Male leaders are needed to support the ascension of women in the workplace, but the #MeToo movement is leading to unnecessary reluctance.
Many senior male managers are reportedly responding to the #MeToo movement with a “better safe than sorry” attitude and pulling back from mentoring women.
This reaction is not just biased, but shortsighted: Depriving female employees of the counseling, developmental opportunities and visibility that come from mentoring relationships has serious consequences for the future of any organization.
How should men approach mentoring in today’s workplace? Here are five suggestions:
Seek out women mentees: Do you engage with men more than women? Open dialogue, suspending judgment and identifying common interests and values can help correct the imbalance.

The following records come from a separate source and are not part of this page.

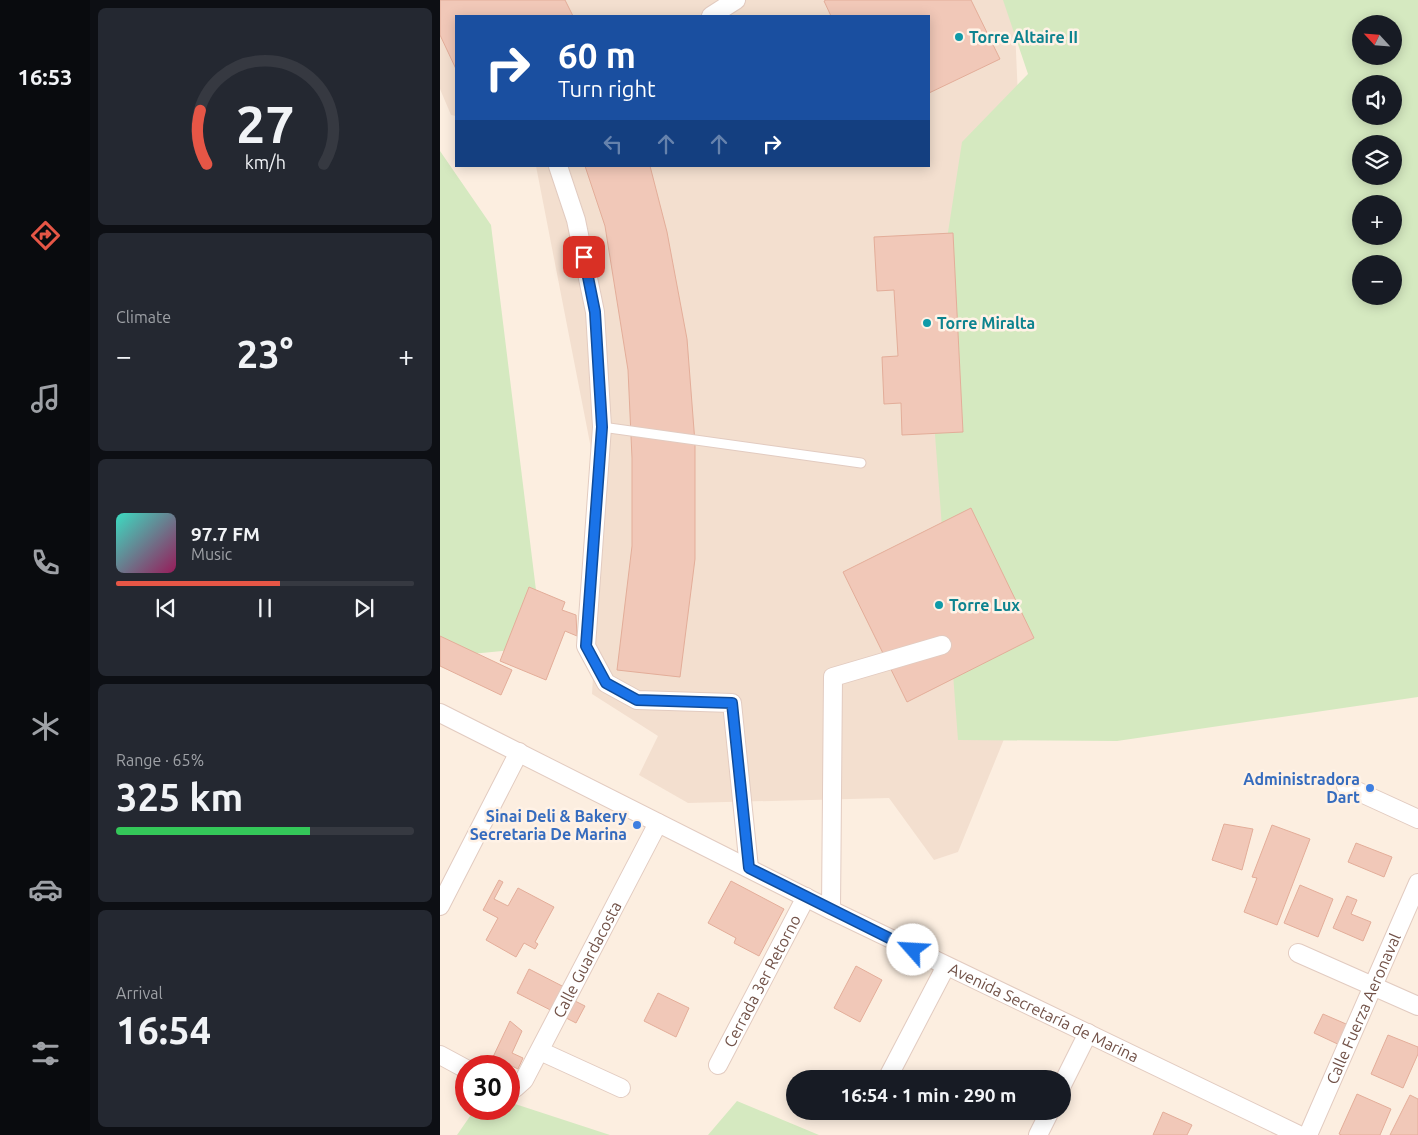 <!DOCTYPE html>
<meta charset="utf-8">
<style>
body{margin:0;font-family:Ubuntu,sans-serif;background:#242831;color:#f1f3f6;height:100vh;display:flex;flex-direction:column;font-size:19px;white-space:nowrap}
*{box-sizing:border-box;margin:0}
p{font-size:16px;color:#9ea1a6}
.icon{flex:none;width:28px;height:28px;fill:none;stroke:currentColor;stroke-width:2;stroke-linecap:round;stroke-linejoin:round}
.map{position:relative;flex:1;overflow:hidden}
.panel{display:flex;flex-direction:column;gap:8px;padding:8px;background:#0d0f14;width:350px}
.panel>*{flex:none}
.banner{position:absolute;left:15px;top:15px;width:475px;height:152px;border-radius:0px;box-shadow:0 2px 12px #0003;background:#1a4fa0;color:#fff;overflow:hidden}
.needle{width:32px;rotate:296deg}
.tools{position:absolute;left:912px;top:15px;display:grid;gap:10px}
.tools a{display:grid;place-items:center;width:50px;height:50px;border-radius:50%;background:#171b24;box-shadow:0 2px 12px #0003;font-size:25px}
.speed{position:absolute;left:15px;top:1055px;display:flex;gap:10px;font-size:25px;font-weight:700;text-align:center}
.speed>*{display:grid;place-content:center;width:65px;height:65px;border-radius:50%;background:#171b24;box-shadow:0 2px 12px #0003;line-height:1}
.speed .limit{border:8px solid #d22;background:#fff;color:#111}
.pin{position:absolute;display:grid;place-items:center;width:42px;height:42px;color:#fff;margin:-21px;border-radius:10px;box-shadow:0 2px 8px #0006}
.me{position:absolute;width:55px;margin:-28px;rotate:296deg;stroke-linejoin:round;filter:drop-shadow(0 0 4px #0008)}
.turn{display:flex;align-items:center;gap:18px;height:105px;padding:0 20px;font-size:22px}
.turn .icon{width:65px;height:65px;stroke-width:2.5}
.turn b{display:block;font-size:35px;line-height:42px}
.lanes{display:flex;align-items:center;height:48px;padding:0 20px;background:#0003;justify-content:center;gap:25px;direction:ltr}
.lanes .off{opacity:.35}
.big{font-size:38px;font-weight:600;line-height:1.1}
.panel .card{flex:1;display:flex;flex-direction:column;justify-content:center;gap:8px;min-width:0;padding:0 18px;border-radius:8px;background:#242831}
.panel .dial{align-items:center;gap:0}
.dial svg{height:130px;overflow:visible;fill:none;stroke:#363941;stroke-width:7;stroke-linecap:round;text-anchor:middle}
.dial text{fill:#f1f3f6;stroke:none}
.song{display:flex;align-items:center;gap:15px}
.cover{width:60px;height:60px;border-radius:8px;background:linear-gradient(135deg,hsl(170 70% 55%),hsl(330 70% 35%))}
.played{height:5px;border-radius:2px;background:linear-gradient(90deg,#e65646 55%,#363941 55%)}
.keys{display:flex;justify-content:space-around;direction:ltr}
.heat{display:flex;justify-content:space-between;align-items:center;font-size:28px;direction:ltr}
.charge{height:8px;border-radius:4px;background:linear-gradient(90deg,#34c759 65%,#363941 0)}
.trip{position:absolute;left:346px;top:1070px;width:285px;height:50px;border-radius:25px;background:#171b24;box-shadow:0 2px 12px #0003;font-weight:600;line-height:50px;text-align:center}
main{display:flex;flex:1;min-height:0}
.tab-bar{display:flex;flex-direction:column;width:90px;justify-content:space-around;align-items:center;background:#090b0e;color:#9ea1a6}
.tab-bar .icon{width:35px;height:35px}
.tab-bar .active{color:#e65646}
.tab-bar b{font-size:22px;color:#f1f3f6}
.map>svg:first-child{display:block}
</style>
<main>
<nav class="tab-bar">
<b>16:53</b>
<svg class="icon active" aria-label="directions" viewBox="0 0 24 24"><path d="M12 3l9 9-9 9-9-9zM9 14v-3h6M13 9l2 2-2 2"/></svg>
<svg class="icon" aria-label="music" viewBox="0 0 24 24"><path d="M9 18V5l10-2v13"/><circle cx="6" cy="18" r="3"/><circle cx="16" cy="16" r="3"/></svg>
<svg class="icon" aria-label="phone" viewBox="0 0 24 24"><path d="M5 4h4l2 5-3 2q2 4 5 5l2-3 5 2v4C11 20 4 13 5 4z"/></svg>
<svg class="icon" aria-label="climate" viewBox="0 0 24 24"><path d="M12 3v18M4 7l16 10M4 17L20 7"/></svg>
<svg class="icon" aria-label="car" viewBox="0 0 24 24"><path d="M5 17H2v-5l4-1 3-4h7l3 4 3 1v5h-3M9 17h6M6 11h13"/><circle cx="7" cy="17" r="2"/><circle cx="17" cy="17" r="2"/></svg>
<svg class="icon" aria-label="filters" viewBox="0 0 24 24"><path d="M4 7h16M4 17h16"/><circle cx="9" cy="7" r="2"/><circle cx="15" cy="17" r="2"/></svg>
</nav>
<section class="panel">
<div class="card dial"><svg viewBox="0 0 100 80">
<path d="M14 69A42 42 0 1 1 86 69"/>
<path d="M14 69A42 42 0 0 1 10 36" stroke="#e65646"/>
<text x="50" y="56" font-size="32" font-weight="700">27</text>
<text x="50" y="72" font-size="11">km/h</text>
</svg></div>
<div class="card"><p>Climate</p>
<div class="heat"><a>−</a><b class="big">23°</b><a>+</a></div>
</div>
<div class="card">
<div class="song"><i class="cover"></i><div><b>97.7 FM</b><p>Music</p></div></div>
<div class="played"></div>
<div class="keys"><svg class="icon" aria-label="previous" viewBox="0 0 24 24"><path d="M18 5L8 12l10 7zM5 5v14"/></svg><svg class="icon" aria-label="pause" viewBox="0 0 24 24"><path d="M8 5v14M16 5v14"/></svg><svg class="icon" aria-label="next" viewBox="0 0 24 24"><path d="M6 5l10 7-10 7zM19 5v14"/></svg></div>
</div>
<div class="card"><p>Range · 65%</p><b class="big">325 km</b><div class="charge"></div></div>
<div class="card"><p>Arrival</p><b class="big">16:54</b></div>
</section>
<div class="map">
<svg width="978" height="1135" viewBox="0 0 978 1135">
<rect width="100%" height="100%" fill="#fceee0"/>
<path fill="#f3dfcf" d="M0,0h568l6,6 28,640 -84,206 -24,8 -45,-62 -201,5 -49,-28 19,-39 -66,-42 11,-184 -67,-344h393v-150h-473v100l-5,-1 -11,-26z"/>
<path fill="#d5e9c0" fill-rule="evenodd" d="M563,0h415v697l-301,44 -159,-1 -29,-385 33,-213 66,-68zM921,24h33v32h-33zM921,84h33v32h-33zM921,144h33v32h-33zM921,204h33v32h-33zM921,264h33v32h-33z
M0,151l51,74 52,422 -103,10z
M297,1101l82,34h-111z
M69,1102l101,33h-153l18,-26h34z"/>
<path fill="#f1c8b8" stroke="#e3ad99" d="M0,0h125l8,16h-117v53l-16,-34z
M386,0h145l29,59 -71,34v-77h-98l-7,-15z
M145,166h65l17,66 20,107 8,104v116l-15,118 -63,-7 15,-124v-88l-4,-88 -23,-144z
M513,233l10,199 -61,3 -1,-32 -17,1 -2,-47 16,-1 -4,-66 -17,1 -3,-54z
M531,508l63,130 -127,64 -64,-130z
M89,587l36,15 -3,8 14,5 1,21 -12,-5 -19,49 -46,-19z
M0,636l72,34 -11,25 -61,-29z
M784,824l29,5 -11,41 -30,-10z
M832,825l38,14 -33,86 -33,-13 13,-34 -5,-1z
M916,843l36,14 -8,20 -36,-15z
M59,880l4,2 -9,17 14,7 10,-18 36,19 -19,35 3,2 -3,5 -11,-6 -8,14 -30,-17 12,-22 -15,-8z
M291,881l53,28 -25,47 -25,-13 2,-5 -28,-15z
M860,885l33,14 -15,38 -34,-14z
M907,896l10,4 -6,14 20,8 -8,19 -30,-13z
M416,966l26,14 -22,42 -26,-14z
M89,969l37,19 -3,7 22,11 -9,17 -59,-30z
M218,993l31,15 -13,29 -32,-16z
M883,1014l30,13 -9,20 -30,-14z
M70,1021l12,10 -10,22 11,5 -5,11 -25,-12z
M948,1035l30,12v7l-15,34 -32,-14z
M917,1094l34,15 -11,26h-38l-3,-1z
M970,1095l8,4v36h-28z
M723,1112l29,13 -5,10h-34z"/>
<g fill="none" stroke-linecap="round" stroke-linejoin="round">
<defs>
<path id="lane" d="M162,427l259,36"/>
<g id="street">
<path d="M271,16l25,-16"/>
<path d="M118,166l18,54 19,92 7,115 -16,219 20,37 31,17 95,3 17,165"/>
<path id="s1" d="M0,713l391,197 468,225"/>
<path d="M906,786l72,33"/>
<path d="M0,906l79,-154"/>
<path d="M391,910l2,-233 109,-32"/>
<path d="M858,953l120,53"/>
<path d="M100,1051l81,37"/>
<path d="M0,1055l26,14"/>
<path id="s2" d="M278,1065l88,-168"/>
<path d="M447,1079l59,-113"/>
<path d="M622,1085l26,-52"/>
<path id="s3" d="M69,1088h6l9,-8 134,-257"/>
<path d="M598,1135l12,-24"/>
<path id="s4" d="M868,1135l110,-252"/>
</g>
</defs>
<use href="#lane" stroke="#e2cbc0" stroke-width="11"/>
<use href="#street" stroke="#e2cbc0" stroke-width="20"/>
<use href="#lane" stroke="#fff" stroke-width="9"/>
<use href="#street" stroke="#fff" stroke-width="18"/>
</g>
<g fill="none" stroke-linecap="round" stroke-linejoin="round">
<defs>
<path id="route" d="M144,257l11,55 7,115 -16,219 20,37 31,17 95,3 17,165 164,82"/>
</defs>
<use href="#route" stroke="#114b97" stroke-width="12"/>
<use href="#route" stroke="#1a73e8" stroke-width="9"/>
</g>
<g fill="#0f9aa8" stroke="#fff2e6" stroke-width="2">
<circle cx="519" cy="37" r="5"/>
<circle cx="487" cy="323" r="5"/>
<circle cx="499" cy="605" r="5"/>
</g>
<g fill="#3f7fe0" stroke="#fff2e6" stroke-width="2">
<circle cx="930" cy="788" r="5"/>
<circle cx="197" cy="825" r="5"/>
</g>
<g text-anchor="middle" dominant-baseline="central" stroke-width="5" stroke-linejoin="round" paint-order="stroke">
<g font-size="16" font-weight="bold" fill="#0d838f" stroke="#fff2e6" text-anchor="start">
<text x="529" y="37">Torre Altaire II</text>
<text x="497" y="323">Torre Miralta</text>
<text x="509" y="605">Torre Lux</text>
</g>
<g font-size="16" font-weight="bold" fill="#366cbe" stroke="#fff2e6" text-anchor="end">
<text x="920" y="779">Administradora<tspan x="920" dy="18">Dart</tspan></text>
<text x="187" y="816">Sinai Deli &amp; Bakery<tspan x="187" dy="18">Secretaria De Marina</tspan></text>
</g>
<g font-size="16" fill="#725248" stroke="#fff2e6">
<text stroke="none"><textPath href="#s3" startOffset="154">Calle Guardacosta</textPath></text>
<text stroke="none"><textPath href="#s2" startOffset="95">Cerrada 3er Retorno</textPath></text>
<text stroke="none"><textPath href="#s4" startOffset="138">Calle Fuerza Aeronaval</textPath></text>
<text stroke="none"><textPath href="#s1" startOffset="674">Avenida Secretaría de Marina</textPath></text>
</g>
</g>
</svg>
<div class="tools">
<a><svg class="needle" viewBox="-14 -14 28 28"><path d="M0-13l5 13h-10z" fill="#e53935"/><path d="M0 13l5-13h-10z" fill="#9ea1a6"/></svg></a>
<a><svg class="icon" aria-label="sound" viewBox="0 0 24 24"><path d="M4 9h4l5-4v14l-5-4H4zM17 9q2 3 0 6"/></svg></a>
<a><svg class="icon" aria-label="layers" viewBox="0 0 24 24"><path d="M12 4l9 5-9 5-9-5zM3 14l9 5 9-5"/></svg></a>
<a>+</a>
<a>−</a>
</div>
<div class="speed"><div class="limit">30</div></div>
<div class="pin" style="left:144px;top:257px;background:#d93025"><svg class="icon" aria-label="arrive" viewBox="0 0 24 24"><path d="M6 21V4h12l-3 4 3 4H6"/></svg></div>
<svg class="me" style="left:473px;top:950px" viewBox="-20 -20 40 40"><circle r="19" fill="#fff"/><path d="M0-13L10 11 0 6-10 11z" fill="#1a73e8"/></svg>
<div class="trip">16:54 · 1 min · 290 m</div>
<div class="banner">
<div class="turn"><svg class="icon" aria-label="right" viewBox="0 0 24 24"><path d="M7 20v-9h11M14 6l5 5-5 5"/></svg><div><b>60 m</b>Turn right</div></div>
<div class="lanes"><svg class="icon off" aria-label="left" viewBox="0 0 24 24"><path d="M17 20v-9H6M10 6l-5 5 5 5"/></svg><svg class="icon off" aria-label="ahead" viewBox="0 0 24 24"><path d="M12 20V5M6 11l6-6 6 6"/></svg><svg class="icon off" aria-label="ahead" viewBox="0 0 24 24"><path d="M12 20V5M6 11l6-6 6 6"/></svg><svg class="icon" aria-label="right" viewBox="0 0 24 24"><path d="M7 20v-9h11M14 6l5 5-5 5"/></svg></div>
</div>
</div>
</main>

Be transparent: Be transparent about the relationship and its professional nature. Reflect on the timing and the context of your typical mentoring conversations; if dining out together feels inappropriate, ask yourself why.
Listen with empathy: Good mentors help mentees learn and grow. This requires asking questions and then listening to understand and validate what your mentee’s needs.
Acknowledge gender issues: Ask your protégé how gender has affected her career. Ask how she experiences the culture of your organization, if she experiences the policies and practices as supportive. Ask what opportunities she sees for improvement.
Actively sponsor her: If you are in a position of influence, think about how to raise your protégé’s visibility. Expose her to the complexities of your role and introduce her to other leaders in positions of power. Raise her name as a high potential candidate for promotion in both formal and informal conversations.